We selected 287 MCRPEC from all 30 provinces/municipalities (sequence all MCRPEC if 10 or less, or sequence 10 isolates from each province if number of MCRPEC is > 10, Supplementary Figure 1 and Supplementary Table 1). Genomic DNA of the selected isolates was extracted using the Wizard Genomic DNA Purification Kit (Promega, Beijing, China), following the manufacturer’s manuals. Indexed DNA libraries were constructed using the KAPA Hyper Prep Kit Illumina^® platforms (Roche, Basle, Switzerland) with standard protocol and were sequenced on the Illumina Hiseq X ten platform with 150-bp paired-end strategy (Annoroad, Beijing, China).
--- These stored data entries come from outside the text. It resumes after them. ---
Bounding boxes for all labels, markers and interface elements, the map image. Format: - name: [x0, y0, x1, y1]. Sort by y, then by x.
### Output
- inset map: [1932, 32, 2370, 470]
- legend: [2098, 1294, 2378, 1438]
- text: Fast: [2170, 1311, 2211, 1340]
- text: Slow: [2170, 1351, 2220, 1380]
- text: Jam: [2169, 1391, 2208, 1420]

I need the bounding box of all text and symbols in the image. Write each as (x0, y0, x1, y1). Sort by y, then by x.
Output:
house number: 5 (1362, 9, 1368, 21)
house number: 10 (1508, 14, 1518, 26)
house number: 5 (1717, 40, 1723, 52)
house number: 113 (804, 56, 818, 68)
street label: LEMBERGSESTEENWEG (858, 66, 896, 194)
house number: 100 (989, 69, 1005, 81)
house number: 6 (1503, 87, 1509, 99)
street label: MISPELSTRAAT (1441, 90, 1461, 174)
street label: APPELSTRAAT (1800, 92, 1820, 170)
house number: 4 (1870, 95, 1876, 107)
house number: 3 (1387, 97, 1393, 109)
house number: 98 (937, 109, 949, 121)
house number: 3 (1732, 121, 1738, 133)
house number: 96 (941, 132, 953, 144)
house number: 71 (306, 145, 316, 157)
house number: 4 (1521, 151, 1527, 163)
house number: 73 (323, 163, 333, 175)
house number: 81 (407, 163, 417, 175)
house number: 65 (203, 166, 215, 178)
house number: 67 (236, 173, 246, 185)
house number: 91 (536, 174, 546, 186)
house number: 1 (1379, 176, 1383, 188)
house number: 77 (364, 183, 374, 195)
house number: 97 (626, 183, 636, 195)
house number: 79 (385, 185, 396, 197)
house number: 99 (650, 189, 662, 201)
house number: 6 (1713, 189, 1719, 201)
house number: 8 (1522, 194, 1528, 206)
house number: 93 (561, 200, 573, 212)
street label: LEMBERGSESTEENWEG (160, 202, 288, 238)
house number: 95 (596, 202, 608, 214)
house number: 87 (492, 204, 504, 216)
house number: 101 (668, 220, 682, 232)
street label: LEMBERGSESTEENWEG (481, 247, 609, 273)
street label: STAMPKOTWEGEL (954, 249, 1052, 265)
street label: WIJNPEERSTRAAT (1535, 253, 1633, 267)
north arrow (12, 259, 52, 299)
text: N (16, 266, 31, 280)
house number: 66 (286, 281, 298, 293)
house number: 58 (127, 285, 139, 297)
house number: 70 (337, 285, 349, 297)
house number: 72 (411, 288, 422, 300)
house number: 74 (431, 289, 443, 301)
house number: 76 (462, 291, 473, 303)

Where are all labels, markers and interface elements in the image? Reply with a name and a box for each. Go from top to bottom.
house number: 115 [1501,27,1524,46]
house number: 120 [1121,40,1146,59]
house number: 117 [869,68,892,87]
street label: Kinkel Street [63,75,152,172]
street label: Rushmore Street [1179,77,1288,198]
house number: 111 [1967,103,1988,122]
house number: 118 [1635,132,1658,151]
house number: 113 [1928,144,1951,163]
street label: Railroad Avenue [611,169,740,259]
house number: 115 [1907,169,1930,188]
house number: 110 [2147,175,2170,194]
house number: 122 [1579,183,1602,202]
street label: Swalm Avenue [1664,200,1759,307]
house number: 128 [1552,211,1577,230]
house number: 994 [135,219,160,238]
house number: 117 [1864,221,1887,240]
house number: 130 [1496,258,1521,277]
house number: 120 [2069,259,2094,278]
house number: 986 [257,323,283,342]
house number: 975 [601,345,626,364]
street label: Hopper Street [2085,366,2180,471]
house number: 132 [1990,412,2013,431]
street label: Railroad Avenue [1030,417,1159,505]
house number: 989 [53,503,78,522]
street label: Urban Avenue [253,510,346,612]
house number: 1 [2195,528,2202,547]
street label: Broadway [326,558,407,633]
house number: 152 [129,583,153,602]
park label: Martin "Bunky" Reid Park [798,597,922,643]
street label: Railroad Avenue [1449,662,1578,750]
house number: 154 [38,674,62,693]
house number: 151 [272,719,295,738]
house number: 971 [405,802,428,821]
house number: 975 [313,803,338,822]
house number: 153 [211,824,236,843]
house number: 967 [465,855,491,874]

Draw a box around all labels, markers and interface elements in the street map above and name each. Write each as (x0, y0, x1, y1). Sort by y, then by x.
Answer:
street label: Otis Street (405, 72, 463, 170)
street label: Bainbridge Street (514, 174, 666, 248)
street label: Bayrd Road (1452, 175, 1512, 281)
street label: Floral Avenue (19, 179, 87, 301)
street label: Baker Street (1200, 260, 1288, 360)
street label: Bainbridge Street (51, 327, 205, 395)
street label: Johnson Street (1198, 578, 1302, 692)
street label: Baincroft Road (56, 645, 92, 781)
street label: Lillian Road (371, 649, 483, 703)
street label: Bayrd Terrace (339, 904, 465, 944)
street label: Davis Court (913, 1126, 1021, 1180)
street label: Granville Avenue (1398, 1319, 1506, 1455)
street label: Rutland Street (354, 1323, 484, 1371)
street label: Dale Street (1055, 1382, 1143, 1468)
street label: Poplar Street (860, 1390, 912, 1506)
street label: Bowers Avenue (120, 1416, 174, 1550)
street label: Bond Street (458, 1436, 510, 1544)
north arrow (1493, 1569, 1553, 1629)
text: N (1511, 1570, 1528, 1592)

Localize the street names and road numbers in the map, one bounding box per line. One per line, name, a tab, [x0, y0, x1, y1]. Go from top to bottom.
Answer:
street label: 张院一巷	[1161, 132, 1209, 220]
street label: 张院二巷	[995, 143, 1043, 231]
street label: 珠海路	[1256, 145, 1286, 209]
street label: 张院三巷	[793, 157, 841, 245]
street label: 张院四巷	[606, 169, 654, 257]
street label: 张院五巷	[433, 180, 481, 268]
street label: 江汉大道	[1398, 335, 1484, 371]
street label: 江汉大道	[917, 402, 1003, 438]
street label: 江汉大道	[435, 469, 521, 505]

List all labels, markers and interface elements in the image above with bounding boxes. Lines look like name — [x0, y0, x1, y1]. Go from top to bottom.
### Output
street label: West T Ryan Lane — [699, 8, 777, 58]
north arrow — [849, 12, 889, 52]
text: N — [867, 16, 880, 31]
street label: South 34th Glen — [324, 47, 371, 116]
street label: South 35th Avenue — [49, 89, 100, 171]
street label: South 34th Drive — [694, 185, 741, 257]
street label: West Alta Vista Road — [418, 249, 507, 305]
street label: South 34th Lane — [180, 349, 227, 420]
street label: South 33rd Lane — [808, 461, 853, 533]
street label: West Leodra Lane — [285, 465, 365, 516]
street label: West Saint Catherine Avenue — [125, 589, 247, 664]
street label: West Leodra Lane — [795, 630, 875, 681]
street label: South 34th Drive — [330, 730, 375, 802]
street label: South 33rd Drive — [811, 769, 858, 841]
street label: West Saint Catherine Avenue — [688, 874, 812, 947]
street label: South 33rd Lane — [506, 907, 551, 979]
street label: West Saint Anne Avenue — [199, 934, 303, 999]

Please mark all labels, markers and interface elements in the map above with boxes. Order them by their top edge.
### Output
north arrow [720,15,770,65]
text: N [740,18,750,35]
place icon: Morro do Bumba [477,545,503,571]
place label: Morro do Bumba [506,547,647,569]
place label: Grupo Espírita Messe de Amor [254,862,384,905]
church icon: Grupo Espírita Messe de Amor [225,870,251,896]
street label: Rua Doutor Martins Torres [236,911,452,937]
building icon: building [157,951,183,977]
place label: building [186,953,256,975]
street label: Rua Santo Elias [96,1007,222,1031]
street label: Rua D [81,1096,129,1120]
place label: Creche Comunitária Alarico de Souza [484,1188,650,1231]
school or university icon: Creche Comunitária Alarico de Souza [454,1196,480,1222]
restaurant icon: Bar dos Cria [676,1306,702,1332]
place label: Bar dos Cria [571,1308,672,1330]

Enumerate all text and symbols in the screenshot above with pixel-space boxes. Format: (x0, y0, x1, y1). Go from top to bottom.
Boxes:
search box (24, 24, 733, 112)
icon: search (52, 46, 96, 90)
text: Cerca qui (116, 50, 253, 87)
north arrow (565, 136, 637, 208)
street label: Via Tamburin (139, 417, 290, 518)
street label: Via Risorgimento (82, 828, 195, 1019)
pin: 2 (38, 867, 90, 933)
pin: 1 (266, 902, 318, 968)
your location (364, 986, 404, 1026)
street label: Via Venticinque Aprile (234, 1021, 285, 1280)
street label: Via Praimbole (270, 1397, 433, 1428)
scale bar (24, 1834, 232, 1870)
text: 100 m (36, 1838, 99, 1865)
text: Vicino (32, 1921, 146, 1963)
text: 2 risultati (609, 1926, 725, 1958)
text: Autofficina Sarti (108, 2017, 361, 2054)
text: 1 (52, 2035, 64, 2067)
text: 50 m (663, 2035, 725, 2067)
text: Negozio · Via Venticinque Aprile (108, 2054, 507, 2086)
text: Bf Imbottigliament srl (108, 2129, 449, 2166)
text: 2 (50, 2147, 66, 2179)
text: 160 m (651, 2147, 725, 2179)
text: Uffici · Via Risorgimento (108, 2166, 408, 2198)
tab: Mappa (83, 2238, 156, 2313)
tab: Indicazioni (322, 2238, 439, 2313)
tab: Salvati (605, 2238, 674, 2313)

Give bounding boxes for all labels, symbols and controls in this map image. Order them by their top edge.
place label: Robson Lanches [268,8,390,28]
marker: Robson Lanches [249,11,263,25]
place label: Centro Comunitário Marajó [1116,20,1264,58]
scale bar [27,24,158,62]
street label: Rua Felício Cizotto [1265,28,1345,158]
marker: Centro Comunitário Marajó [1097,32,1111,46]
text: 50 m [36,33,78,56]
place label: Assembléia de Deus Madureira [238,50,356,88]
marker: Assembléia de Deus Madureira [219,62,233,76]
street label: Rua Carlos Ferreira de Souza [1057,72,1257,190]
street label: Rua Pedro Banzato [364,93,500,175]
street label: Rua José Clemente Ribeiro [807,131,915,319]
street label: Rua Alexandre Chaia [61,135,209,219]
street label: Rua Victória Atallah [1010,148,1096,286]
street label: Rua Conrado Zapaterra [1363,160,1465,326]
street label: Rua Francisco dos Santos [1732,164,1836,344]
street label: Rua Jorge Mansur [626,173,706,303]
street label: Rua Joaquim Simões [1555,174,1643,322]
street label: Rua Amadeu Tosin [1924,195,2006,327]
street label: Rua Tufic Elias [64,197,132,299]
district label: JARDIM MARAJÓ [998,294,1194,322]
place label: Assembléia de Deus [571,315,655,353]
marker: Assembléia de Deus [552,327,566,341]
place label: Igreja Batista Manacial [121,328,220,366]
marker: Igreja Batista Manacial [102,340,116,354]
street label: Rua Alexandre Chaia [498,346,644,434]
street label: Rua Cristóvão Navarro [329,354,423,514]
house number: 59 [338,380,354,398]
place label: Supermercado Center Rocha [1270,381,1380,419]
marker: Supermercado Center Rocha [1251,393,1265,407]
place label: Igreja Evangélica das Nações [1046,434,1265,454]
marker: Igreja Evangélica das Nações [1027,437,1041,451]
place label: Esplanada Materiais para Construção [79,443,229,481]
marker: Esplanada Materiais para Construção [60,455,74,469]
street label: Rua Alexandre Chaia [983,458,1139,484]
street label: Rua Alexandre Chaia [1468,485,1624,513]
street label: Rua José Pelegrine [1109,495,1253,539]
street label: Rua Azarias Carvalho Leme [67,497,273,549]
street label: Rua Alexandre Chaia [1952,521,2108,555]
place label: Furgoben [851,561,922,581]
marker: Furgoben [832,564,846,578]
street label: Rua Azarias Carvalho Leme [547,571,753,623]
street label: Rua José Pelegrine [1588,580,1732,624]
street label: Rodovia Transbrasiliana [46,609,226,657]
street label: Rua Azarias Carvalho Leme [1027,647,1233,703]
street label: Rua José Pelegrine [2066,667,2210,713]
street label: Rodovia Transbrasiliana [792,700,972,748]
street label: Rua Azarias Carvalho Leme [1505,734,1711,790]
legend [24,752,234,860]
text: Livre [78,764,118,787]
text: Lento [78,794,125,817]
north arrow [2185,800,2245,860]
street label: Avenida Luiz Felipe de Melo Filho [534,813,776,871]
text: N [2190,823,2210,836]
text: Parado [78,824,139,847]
The draft genomes were assembled using SPAdes version 3.9.0³² and MLST typing, antibiotic resistance genes and virulence associated genes were done using the SRST2 toolkit version 0.2.0³³. Minimum spanning tree of all sequence types was generated by BioNumerics version 7.0 (Applied Maths, Belgium) using BURST algorithm for related STs between different backgrounds. All assembled genomes were used for core-genome alignments to produce a phylogenetic tree by Harvest package version 1.1.2³⁴, and the corresponding features of each isolate were visualized by the online tool iTOL 3³⁵. The lineages of phylogenetic tree were defined by BAPS groups version 6.0³⁶. The mcr-1-carrying contigs generated by Illumina sequencing were examined for Inc types by PlasmidFinder version 1.3³⁷. Heatmap was generated using R3.3.2 (R Foundation for Statistical Computing) with the gplots 3.0.1 package. All WGS data have been deposited in NCBI database, Bioproject: PRJNA400107.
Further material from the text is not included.